Executives were reluctant to reveal the themes for Antebellum's weekly competitions, but said contests might include skeet shooting, quilting bees, formal-dress cotillions, and working at a textile factory on the west side of the island for the entire show's duration with no chance at the $1 million prize."


Personally, I would love to see this project come to fruition. First of all (nitpicky history geek in me), it would instruct America that the Rebel Battle Jack is not the real Confederate flag. Secondly, it'd be a damn better show than "Dixie Stampede". And finally, it'd provide a nice reality check to all of that Confederate nostalgia that's been floating around the South since ~1866.
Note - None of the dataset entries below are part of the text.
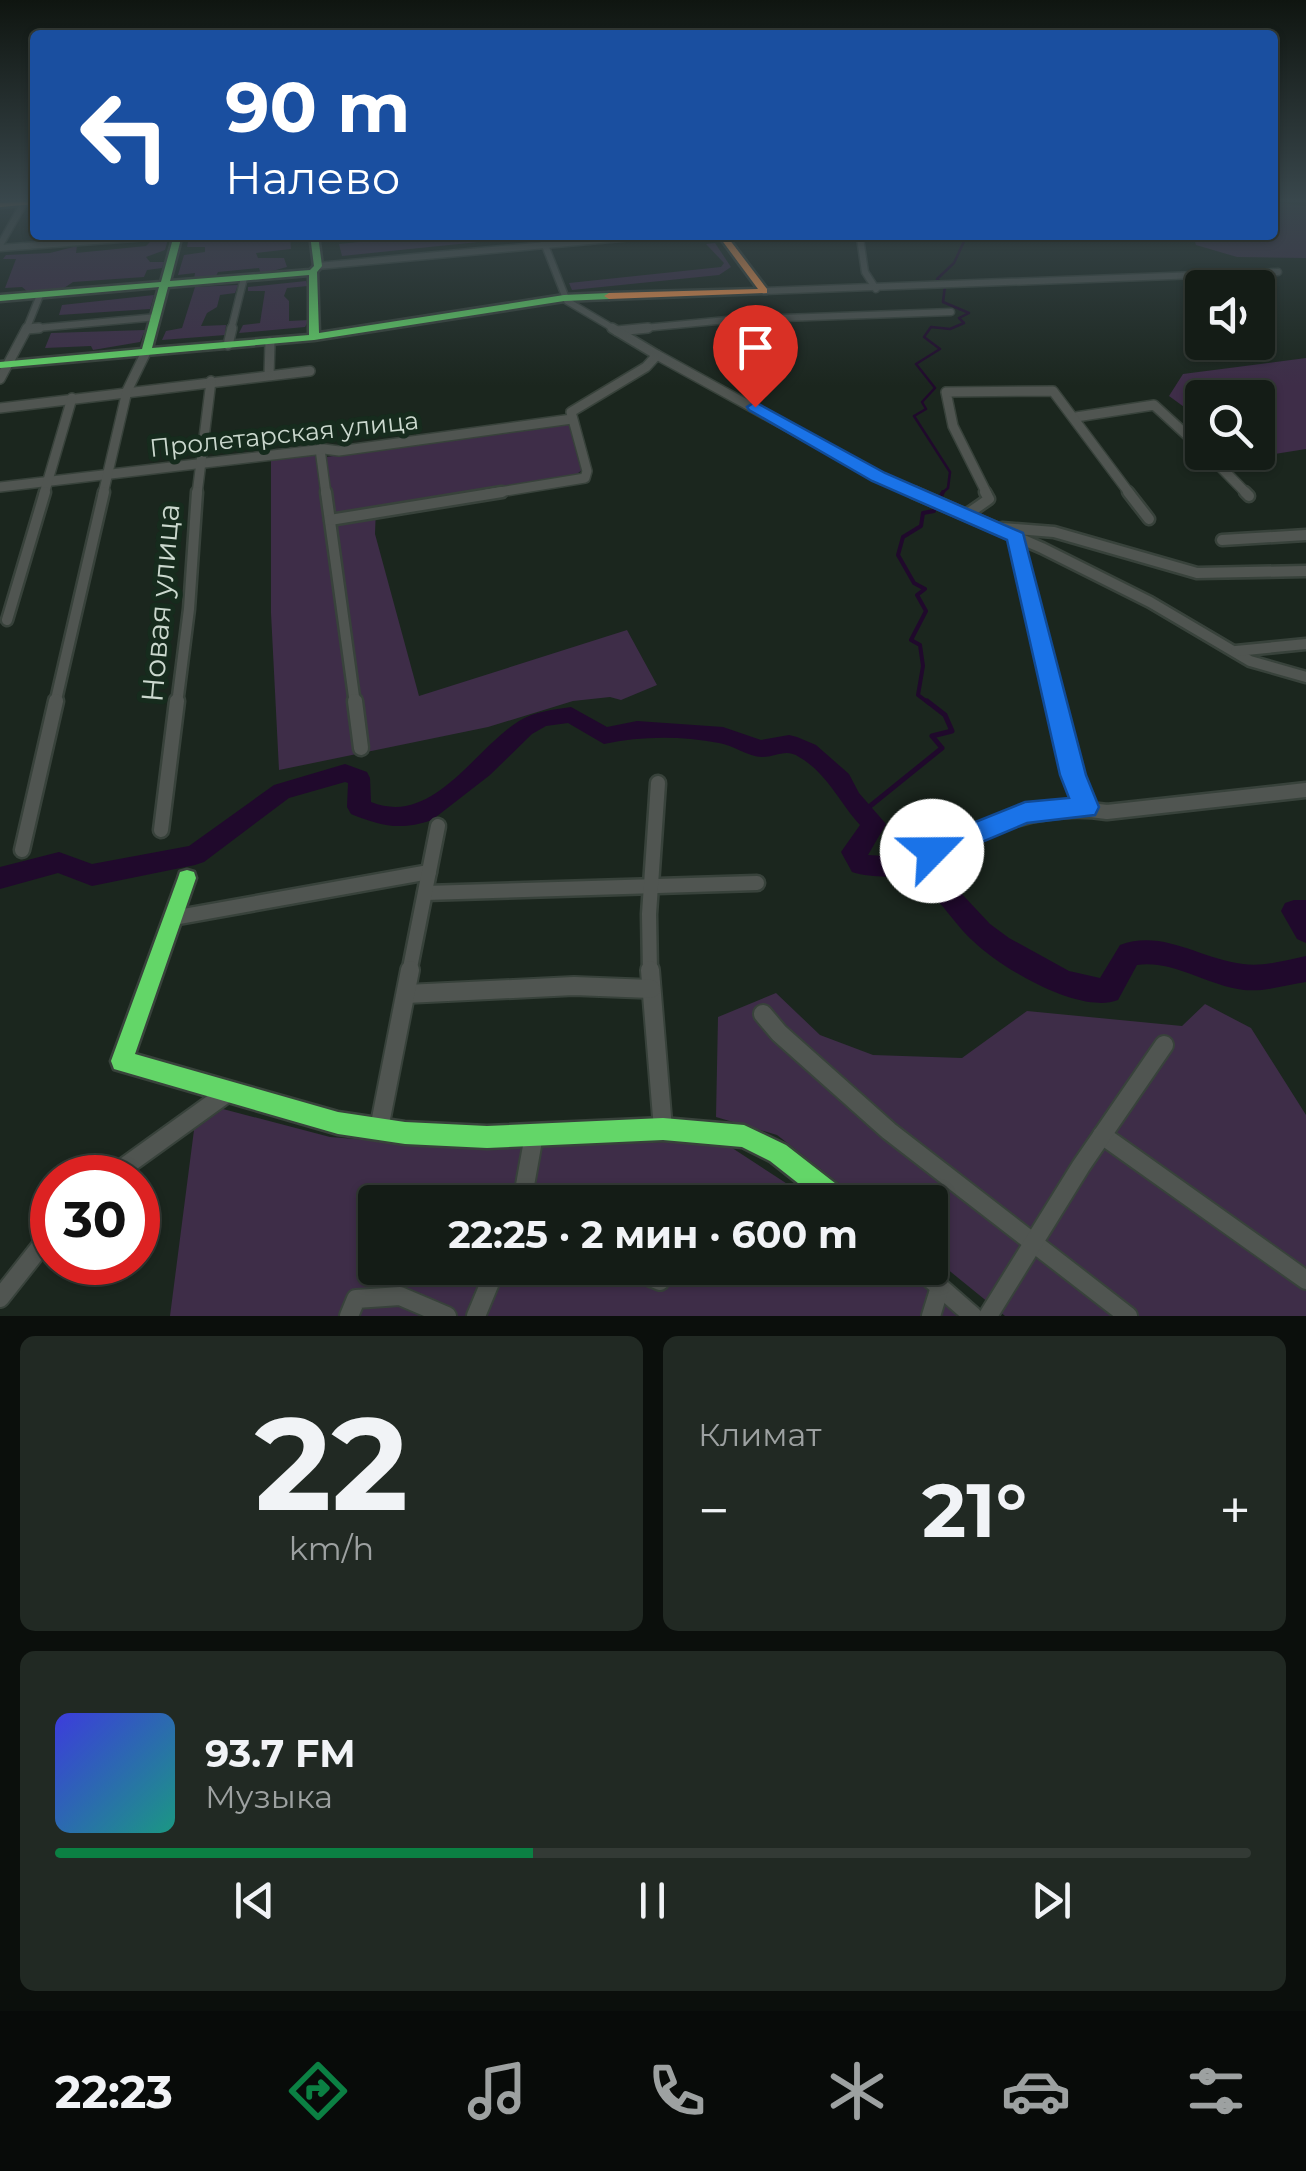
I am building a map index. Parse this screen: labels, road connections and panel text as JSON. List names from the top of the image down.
{
  "streets": {
    "street": ["Пролетарская улица", "Новая улица"]
  },
  "crossings": [
    ["Пролетарская улица", "Новая улица"]
  ],
  "page": {
    "turn": ["90 m", "Налево"],
    "limit": "30",
    "trip": "22:25 · 2 мин · 600 m",
    "tile": [
      ["22", "km/h"],
      "Климат"
    ],
    "heat": ["−", "21°", "+"],
    "song": ["93.7 FM", "Музыка"],
    "tabs": "22:23"
  }
}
But a quick heads up to the boys in naming: "Antebellum" means "before the war". Why not just "Confederate Island"?


 
Woohoo!

But wait a minute. CNN's claiming that only Muslims were complaining about the registration requirements? Our campus chapter of the ACLU had a letter-writing campaign; I sat at a table in the Reynolds Club for an hour trying to get passerby to sign form letters to their senators protesting the law and its enforcement*. This wasn't a Muslim or Arab issue, this was an equality-before-the-law-during-wartime issue.

Oh, wait, there's a mention of the ACLU... two-thirds of the way down. As if we didn't really do anything.

*A sidenote: During a discussion with Geoffery Stone, an expert in civil liberties during wartime, writer of the Korematsu amicus brief, etc., one of us asked about Stone's feelings about registration of aliens in general. Professor Stone here mentioned that during WWII and the Cold War, all aliens in the country who weren't permanent residents had to periodically register with the government--you just went to the post office, kind of like how U.S. citizens get their passports. This seems to me to be a far more sensible solution; terrorists can come from anywhere. And by having all aliens register, it satisfies equality-before-the-law more than the Bush plan did.


 
Sorry about the hiatus. Regular blogging to resume... now.